- WORK INSTRUCTION -
The entries below should appear again in your reply, word for word.

- RECORDS SUPPLIED -
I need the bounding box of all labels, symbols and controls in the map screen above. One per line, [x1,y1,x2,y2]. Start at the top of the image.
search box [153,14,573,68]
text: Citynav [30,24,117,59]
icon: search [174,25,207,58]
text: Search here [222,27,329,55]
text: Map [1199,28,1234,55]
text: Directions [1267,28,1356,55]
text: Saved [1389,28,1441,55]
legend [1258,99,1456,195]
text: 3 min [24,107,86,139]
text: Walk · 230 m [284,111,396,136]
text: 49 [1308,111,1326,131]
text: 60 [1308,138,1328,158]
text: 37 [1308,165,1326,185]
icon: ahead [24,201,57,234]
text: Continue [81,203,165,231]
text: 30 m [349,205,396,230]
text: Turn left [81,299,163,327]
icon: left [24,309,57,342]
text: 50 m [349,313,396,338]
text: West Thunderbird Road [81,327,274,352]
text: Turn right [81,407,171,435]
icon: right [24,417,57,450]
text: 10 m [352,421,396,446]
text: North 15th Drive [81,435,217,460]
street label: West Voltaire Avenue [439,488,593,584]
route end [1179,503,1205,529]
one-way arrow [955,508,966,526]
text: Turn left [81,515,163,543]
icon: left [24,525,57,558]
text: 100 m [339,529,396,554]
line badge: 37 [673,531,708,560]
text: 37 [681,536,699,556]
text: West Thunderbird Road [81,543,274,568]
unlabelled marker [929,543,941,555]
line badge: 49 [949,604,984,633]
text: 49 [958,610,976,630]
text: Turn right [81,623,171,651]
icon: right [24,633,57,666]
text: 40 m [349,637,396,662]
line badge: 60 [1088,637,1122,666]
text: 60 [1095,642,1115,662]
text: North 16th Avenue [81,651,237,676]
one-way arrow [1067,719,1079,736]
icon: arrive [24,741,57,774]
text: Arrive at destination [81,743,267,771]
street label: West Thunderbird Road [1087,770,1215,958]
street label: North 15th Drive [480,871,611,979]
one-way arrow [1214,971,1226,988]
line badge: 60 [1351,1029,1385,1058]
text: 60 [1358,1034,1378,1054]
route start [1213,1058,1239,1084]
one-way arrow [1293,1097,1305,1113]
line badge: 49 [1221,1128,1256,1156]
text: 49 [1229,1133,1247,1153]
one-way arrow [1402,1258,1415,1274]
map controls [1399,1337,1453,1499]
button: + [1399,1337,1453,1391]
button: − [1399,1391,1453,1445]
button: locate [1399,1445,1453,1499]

- RESPONSE AREA -
I need the bounding box of all labels, symbols and controls in the map screen above. One per line, [x1,y1,x2,y2]. Start at the top of the image.
search box [153,14,573,68]
text: Citynav [30,24,117,59]
icon: search [174,25,207,58]
text: Search here [222,27,329,55]
text: Map [1199,28,1234,55]
text: Directions [1267,28,1356,55]
text: Saved [1389,28,1441,55]
legend [1258,99,1456,195]
text: 3 min [24,107,86,139]
text: Walk · 230 m [284,111,396,136]
text: 49 [1308,111,1326,131]
text: 60 [1308,138,1328,158]
text: 37 [1308,165,1326,185]
icon: ahead [24,201,57,234]
text: Continue [81,203,165,231]
text: 30 m [349,205,396,230]
text: Turn left [81,299,163,327]
icon: left [24,309,57,342]
text: 50 m [349,313,396,338]
text: West Thunderbird Road [81,327,274,352]
text: Turn right [81,407,171,435]
icon: right [24,417,57,450]
text: 10 m [352,421,396,446]
text: North 15th Drive [81,435,217,460]
street label: West Voltaire Avenue [439,488,593,584]
route end [1179,503,1205,529]
one-way arrow [955,508,966,526]
text: Turn left [81,515,163,543]
icon: left [24,525,57,558]
text: 100 m [339,529,396,554]
line badge: 37 [673,531,708,560]
text: 37 [681,536,699,556]
text: West Thunderbird Road [81,543,274,568]
unlabelled marker [929,543,941,555]
line badge: 49 [949,604,984,633]
text: 49 [958,610,976,630]
text: Turn right [81,623,171,651]
icon: right [24,633,57,666]
text: 40 m [349,637,396,662]
line badge: 60 [1088,637,1122,666]
text: 60 [1095,642,1115,662]
text: North 16th Avenue [81,651,237,676]
one-way arrow [1067,719,1079,736]
icon: arrive [24,741,57,774]
text: Arrive at destination [81,743,267,771]
street label: West Thunderbird Road [1087,770,1215,958]
street label: North 15th Drive [480,871,611,979]
one-way arrow [1214,971,1226,988]
line badge: 60 [1351,1029,1385,1058]
text: 60 [1358,1034,1378,1054]
route start [1213,1058,1239,1084]
one-way arrow [1293,1097,1305,1113]
line badge: 49 [1221,1128,1256,1156]
text: 49 [1229,1133,1247,1153]
one-way arrow [1402,1258,1415,1274]
map controls [1399,1337,1453,1499]
button: + [1399,1337,1453,1391]
button: − [1399,1391,1453,1445]
button: locate [1399,1445,1453,1499]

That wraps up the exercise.